WORK INSTRUCTION: Without the images, repeat every line of the listing verbatim.

INFORMATION PROVIDED:

>>>>

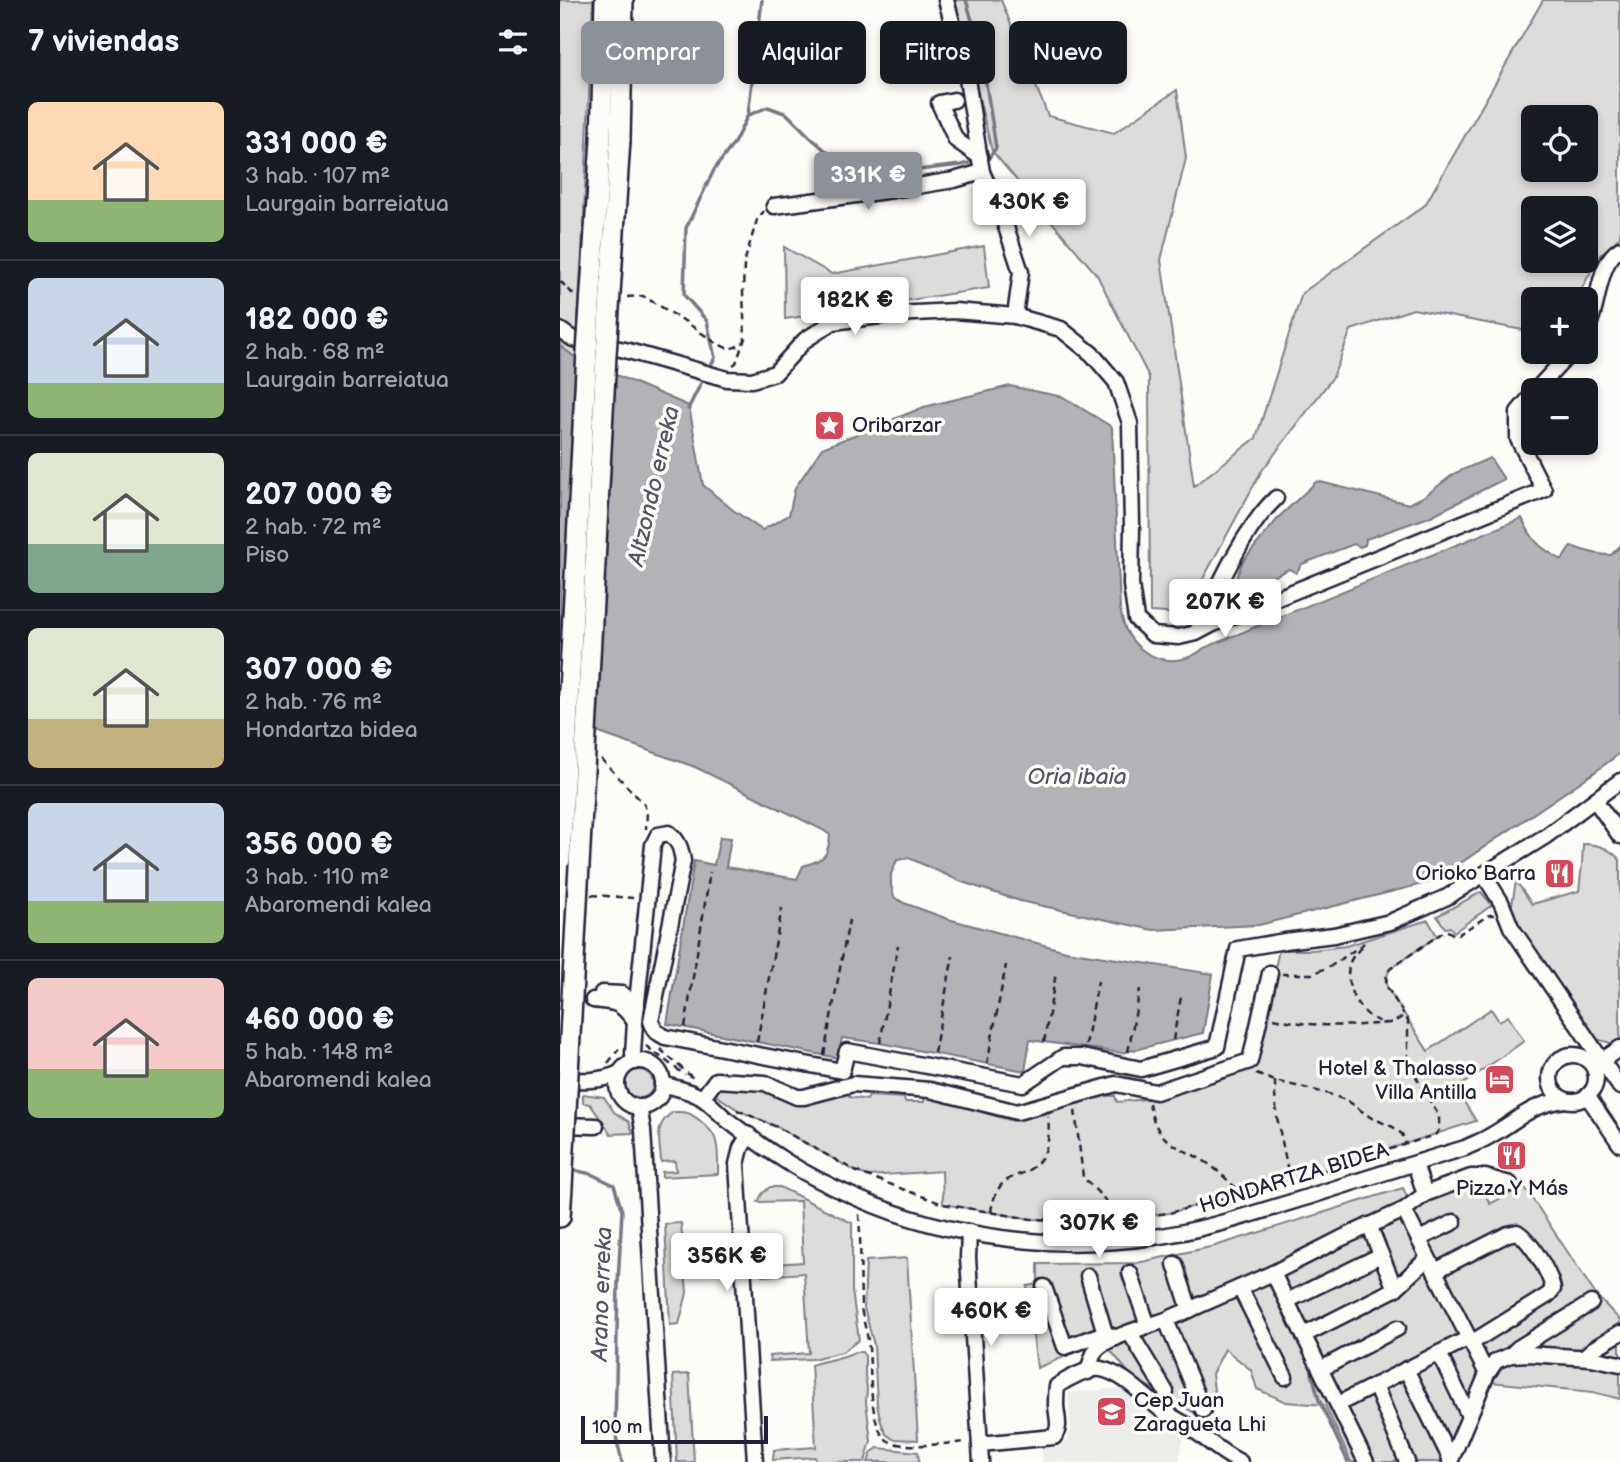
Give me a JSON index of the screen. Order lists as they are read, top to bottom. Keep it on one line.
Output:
{"streets":{"street":["HONDARTZA BIDEA"]},"water":["Altzondo erreka","Oria ibaia","Arano erreka"],"places":{"place":["Oribarzar"],"restaurant":["Orioko Barra","Pizza Y Más"],"hotel":["Hotel & Thalasso Villa Antilla"],"school or university":["Cep Juan Zaragueta Lhi"]},"scale_bar":"100 m","page":{"heading":"7 viviendas","chip":["Comprar","Alquilar","Filtros","Nuevo"],"list":[{"name":"331 000 €","note":"3 hab. · 107 m² · Laurgain barreiatua"},{"name":"182 000 €","note":"2 hab. · 68 m² · Laurgain barreiatua"},{"name":"207 000 €","note":"2 hab. · 72 m² · Piso"},{"name":"307 000 €","note":"2 hab. · 76 m² · Hondartza bidea"},{"name":"356 000 €","note":"3 hab. · 110 m² · Abaromendi kalea"},{"name":"460 000 €","note":"5 hab. · 148 m² · Abaromendi kalea"}],"map_buttons":["+","−"],"price":["331K €","430K €","182K €","207K €","307K €","356K €","460K €"],"scale":"100 m"}}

<<<<

TASK SOLUTION:
Give me a JSON index of the screen. Order lists as they are read, top to bottom. Keep it on one line.
Output:
{"streets":{"street":["HONDARTZA BIDEA"]},"water":["Altzondo erreka","Oria ibaia","Arano erreka"],"places":{"place":["Oribarzar"],"restaurant":["Orioko Barra","Pizza Y Más"],"hotel":["Hotel & Thalasso Villa Antilla"],"school or university":["Cep Juan Zaragueta Lhi"]},"scale_bar":"100 m","page":{"heading":"7 viviendas","chip":["Comprar","Alquilar","Filtros","Nuevo"],"list":[{"name":"331 000 €","note":"3 hab. · 107 m² · Laurgain barreiatua"},{"name":"182 000 €","note":"2 hab. · 68 m² · Laurgain barreiatua"},{"name":"207 000 €","note":"2 hab. · 72 m² · Piso"},{"name":"307 000 €","note":"2 hab. · 76 m² · Hondartza bidea"},{"name":"356 000 €","note":"3 hab. · 110 m² · Abaromendi kalea"},{"name":"460 000 €","note":"5 hab. · 148 m² · Abaromendi kalea"}],"map_buttons":["+","−"],"price":["331K €","430K €","182K €","207K €","307K €","356K €","460K €"],"scale":"100 m"}}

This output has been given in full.